スタート脇のテントで、グリッド抽選の棒を引く。迷わず手にした、細く平たいアルミの板に記されていたのは“11”。ゼッケンと同じ番号を引き当てて、なぜか「イケそう」な心持ちになると、スターティンググリッドの後ろ、コンパネに11と書かれたところまでマシンを押して歩いていく。1番くじを引いたヒトから順番にグリッドを選んでいって・・・11番目がワタシの番、というわけだ。初めて見るKX85Ⅱとの組み合わせに向かって、「何かヘン、似合わない!」と切り捨てるざりまま。
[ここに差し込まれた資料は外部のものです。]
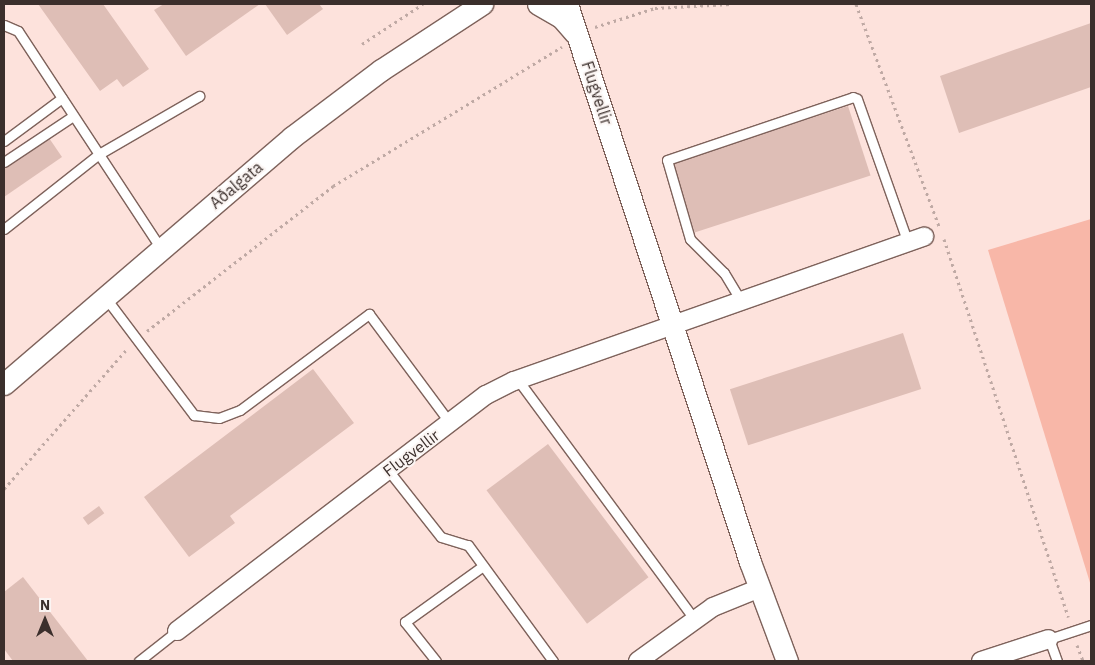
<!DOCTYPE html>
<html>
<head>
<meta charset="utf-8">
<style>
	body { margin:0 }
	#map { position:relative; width:1095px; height:665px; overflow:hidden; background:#fde2dc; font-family:"IBM Plex Sans",sans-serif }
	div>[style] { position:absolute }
	.green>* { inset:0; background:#f8b7a8 }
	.building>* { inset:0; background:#debeb6; transform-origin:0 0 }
	.path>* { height:3px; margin-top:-1.5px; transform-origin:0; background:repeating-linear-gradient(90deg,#bfa9a4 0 2.5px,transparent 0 6.5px) }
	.roads { filter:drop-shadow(1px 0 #7e625b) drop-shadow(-1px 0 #7e625b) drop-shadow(0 1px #7e625b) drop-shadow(0 -1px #7e625b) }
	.service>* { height:9px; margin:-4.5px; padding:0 4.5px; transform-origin:4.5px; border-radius:4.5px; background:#fff }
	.minor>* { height:18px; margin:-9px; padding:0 9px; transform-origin:9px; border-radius:9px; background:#fff }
	.tertiary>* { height:21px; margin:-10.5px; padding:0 10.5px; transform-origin:10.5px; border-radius:10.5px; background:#fff }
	span { translate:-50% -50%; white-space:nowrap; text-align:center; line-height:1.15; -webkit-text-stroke:4px #fbf5f3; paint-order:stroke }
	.street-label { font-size:16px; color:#3b2f2c }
	.frame { position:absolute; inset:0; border:5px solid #3b2f2c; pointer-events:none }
	.north { position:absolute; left:20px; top:595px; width:50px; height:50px; -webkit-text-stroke:4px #fbf5f3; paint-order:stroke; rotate:0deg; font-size:14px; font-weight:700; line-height:20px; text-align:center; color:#3b2f2c }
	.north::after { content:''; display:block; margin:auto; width:18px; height:22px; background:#3b2f2c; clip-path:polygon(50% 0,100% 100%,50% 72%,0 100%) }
</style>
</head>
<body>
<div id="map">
	<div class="green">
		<div style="clip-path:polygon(1091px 219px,1091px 586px,988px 250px)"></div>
	</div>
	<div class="building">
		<div style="clip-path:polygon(38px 4px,103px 4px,149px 69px,123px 87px,117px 79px,100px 91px)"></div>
		<div style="clip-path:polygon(164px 4px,260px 4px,186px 56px,154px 10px)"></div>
		<div style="clip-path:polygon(265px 4px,319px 4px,323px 9px,287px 35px)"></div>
		<div style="clip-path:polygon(1091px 23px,1091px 87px,959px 133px,940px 76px)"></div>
		<div style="left:848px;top:106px;width:73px;height:185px;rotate:72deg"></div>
		<div style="clip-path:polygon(49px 138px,62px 157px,4px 197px,4px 169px)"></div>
		<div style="left:903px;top:333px;width:59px;height:182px;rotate:72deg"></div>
		<div style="clip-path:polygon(313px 369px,354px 423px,230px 516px,235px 523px,189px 557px,144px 497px)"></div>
		<div style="left:548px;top:444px;width:167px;height:77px;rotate:53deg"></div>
		<div style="left:99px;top:506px;width:9px;height:20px;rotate:54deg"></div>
		<div style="clip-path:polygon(23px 577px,88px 661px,13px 661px,4px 649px,4px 592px)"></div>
	</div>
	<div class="path">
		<div style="left:856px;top:4px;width:237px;rotate:69.5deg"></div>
		<div style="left:595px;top:27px;width:63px;rotate:-17.6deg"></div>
		<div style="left:655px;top:8px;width:76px;rotate:-3deg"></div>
		<div style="left:362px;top:44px;width:73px;rotate:-33.3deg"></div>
		<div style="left:944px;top:239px;width:398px;rotate:71.8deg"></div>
		<div style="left:147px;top:331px;width:236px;rotate:-37.9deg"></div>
		<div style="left:333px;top:186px;width:268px;rotate:-31.3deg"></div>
		<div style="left:4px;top:489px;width:186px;rotate:-48.7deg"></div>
		<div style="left:1077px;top:645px;width:17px;rotate:69deg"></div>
	</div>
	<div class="roads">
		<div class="service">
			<div style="left:4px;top:25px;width:15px;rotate:23deg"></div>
			<div style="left:18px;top:31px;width:258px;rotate:56.7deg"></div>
			<div style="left:4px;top:141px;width:72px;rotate:-36.6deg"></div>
			<div style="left:4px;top:162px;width:83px;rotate:-33.7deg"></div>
			<div style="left:4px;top:229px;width:121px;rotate:-38.3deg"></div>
			<div style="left:99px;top:154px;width:116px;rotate:-30.1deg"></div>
			<div style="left:105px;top:297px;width:148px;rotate:53deg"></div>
			<div style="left:194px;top:415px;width:25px;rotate:7deg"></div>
			<div style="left:219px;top:418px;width:22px;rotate:-21deg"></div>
			<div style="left:240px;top:410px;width:161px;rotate:-36.7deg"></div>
			<div style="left:369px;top:314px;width:136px;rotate:53.4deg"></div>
			<div style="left:741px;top:301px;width:33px;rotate:-121deg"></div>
			<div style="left:724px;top:273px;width:48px;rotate:-135deg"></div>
			<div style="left:690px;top:239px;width:82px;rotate:-106.2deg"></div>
			<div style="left:667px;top:160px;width:196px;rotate:-18.7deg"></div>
			<div style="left:853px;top:97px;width:4px;rotate:27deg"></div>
			<div style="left:857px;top:99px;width:153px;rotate:70.5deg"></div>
			<div style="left:518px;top:380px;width:298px;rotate:53.6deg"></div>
			<div style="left:388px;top:470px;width:85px;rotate:51.7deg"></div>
			<div style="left:441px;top:537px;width:28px;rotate:17deg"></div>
			<div style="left:468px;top:545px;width:144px;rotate:53.8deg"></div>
			<div style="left:139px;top:661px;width:48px;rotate:-38.3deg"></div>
			<div style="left:436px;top:661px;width:50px;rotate:-128.5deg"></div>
			<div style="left:405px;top:622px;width:96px;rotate:-35.7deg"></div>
			<div style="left:1057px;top:661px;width:23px;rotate:-110deg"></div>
			<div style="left:1049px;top:639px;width:44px;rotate:-18.4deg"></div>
		</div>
		<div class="minor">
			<div style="left:177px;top:631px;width:389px;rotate:-37.4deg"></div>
			<div style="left:486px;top:395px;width:31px;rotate:-27deg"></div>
			<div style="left:514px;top:381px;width:435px;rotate:-19.4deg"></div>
			<div style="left:638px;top:661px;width:92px;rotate:-35.8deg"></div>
			<div style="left:713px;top:607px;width:51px;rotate:-22deg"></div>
			<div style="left:981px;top:661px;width:71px;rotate:-17.9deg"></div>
		</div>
		<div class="tertiary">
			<div style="left:538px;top:4px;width:28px;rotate:30deg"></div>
			<div style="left:562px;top:18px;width:20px;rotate:49deg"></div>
			<div style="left:567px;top:4px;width:587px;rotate:71.84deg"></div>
			<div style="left:750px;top:562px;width:106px;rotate:69.5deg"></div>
			<div style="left:4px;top:384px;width:379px;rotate:-40.6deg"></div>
			<div style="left:292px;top:137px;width:111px;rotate:-37deg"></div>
			<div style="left:381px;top:70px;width:121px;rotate:-33.2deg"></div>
		</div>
	</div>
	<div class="street-label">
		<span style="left:597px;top:93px;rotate:72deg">Flugvellir</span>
		<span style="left:236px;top:185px;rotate:-40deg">Aðalgata</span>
		<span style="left:411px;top:453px;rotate:-37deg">Flugvellir</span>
	</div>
	<div class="frame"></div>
	<div class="north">N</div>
</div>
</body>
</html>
その笑顔に見送られながら、J-Ⅲクラスのチェッカーが振られる前に、まだ隙間がのぞくグリッドの物色を始めた。

迷った末に選んだスターティンググリッドは、真ん中のボックスから左に3台目。悪くないところだ。ryoの駆るCRF15ORⅡは、そこからずっと左・・・と言うか一番左端で、第1コーナーから最も離れた場所に停まっている。ざりぱぱに頼んでおいた足台にalpinestarsの底をしっかりと下ろしているのか、上半身がゆったりしているように見える。いつもなら貧乏クジの“端っこ”も、後から思えば・・・トニーやざりぱぱが言うように、固く締まったラインに入っていける、好位置だったのかもしれない。ようやくチェッカーが振られ、“それ”がわかるまで・・・分単位になった。